[Entries taken from a collection]
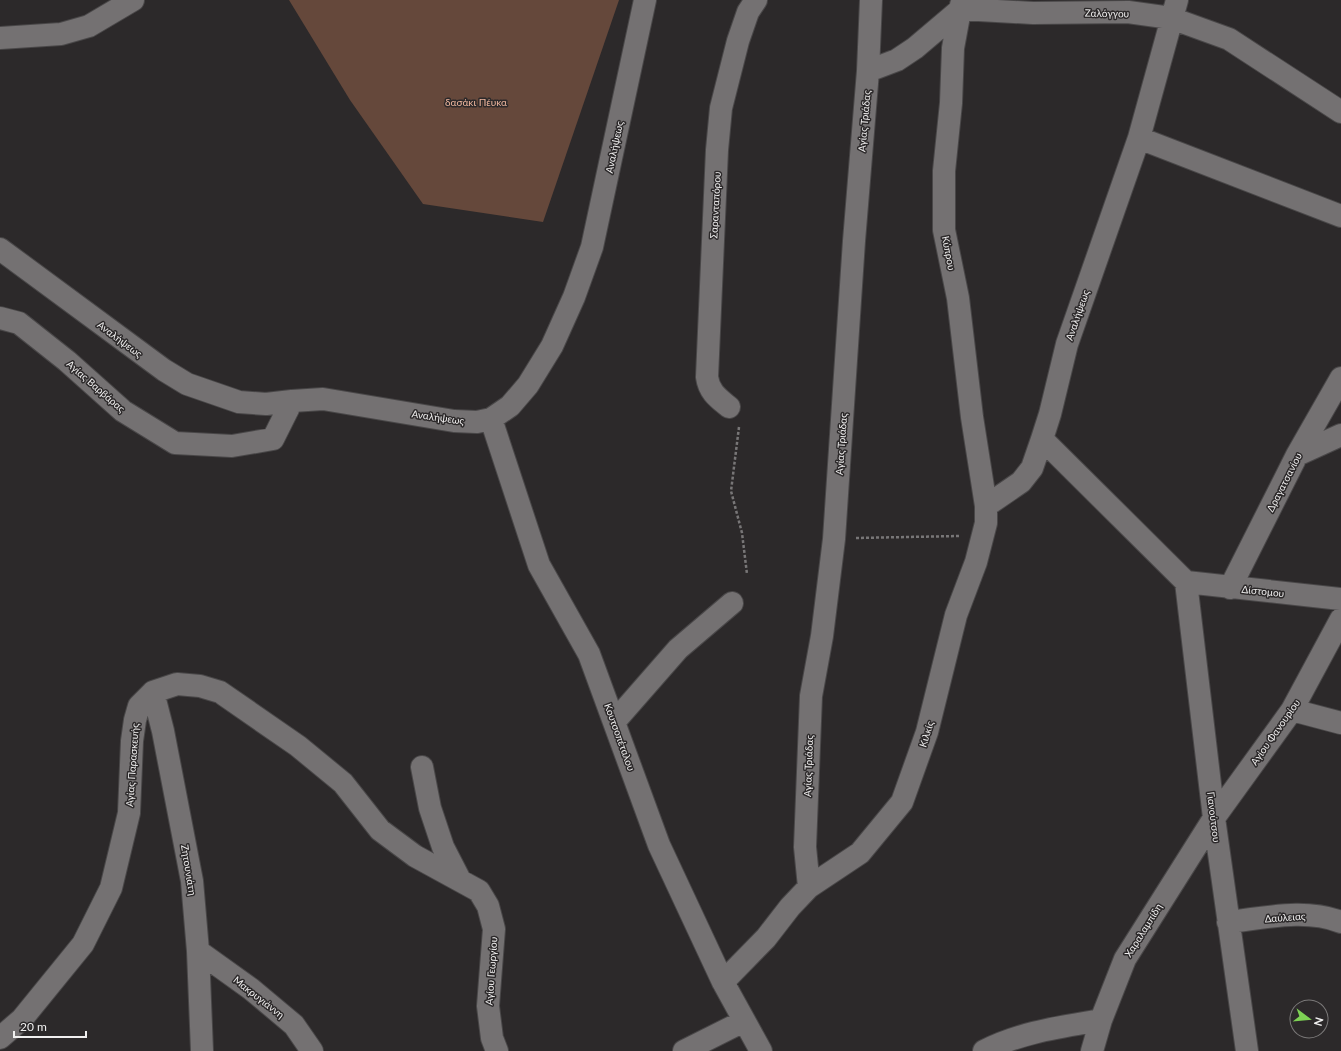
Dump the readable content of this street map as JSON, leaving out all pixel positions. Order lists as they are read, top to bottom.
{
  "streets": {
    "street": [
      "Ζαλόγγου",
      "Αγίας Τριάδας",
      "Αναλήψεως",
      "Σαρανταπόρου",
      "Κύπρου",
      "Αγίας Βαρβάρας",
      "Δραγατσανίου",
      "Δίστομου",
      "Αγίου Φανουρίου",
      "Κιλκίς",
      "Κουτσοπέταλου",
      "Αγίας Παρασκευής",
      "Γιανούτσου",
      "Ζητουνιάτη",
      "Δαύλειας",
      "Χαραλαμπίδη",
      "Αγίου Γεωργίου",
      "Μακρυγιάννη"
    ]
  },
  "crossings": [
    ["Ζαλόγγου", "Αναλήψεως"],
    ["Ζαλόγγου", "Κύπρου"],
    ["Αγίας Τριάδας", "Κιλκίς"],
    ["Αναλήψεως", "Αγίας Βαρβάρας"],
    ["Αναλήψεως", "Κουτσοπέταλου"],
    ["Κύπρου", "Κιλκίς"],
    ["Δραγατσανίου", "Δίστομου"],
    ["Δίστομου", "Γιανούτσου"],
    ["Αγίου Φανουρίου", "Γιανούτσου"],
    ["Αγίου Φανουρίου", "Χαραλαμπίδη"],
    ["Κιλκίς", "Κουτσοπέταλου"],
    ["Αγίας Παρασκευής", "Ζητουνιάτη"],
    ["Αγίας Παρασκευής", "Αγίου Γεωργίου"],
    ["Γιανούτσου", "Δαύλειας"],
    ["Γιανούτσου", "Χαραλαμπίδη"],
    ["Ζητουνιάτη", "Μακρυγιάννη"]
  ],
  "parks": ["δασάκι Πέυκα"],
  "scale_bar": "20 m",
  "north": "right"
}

Exercise description:
Without the pictures, restate all of the entries word for word.

Your response:
Dump the readable content of this street map as JSON, leaving out all pixel positions. Order lists as they are read, top to bottom.
{
  "streets": {
    "street": [
      "Ζαλόγγου",
      "Αγίας Τριάδας",
      "Αναλήψεως",
      "Σαρανταπόρου",
      "Κύπρου",
      "Αγίας Βαρβάρας",
      "Δραγατσανίου",
      "Δίστομου",
      "Αγίου Φανουρίου",
      "Κιλκίς",
      "Κουτσοπέταλου",
      "Αγίας Παρασκευής",
      "Γιανούτσου",
      "Ζητουνιάτη",
      "Δαύλειας",
      "Χαραλαμπίδη",
      "Αγίου Γεωργίου",
      "Μακρυγιάννη"
    ]
  },
  "crossings": [
    ["Ζαλόγγου", "Αναλήψεως"],
    ["Ζαλόγγου", "Κύπρου"],
    ["Αγίας Τριάδας", "Κιλκίς"],
    ["Αναλήψεως", "Αγίας Βαρβάρας"],
    ["Αναλήψεως", "Κουτσοπέταλου"],
    ["Κύπρου", "Κιλκίς"],
    ["Δραγατσανίου", "Δίστομου"],
    ["Δίστομου", "Γιανούτσου"],
    ["Αγίου Φανουρίου", "Γιανούτσου"],
    ["Αγίου Φανουρίου", "Χαραλαμπίδη"],
    ["Κιλκίς", "Κουτσοπέταλου"],
    ["Αγίας Παρασκευής", "Ζητουνιάτη"],
    ["Αγίας Παρασκευής", "Αγίου Γεωργίου"],
    ["Γιανούτσου", "Δαύλειας"],
    ["Γιανούτσου", "Χαραλαμπίδη"],
    ["Ζητουνιάτη", "Μακρυγιάννη"]
  ],
  "parks": ["δασάκι Πέυκα"],
  "scale_bar": "20 m",
  "north": "right"
}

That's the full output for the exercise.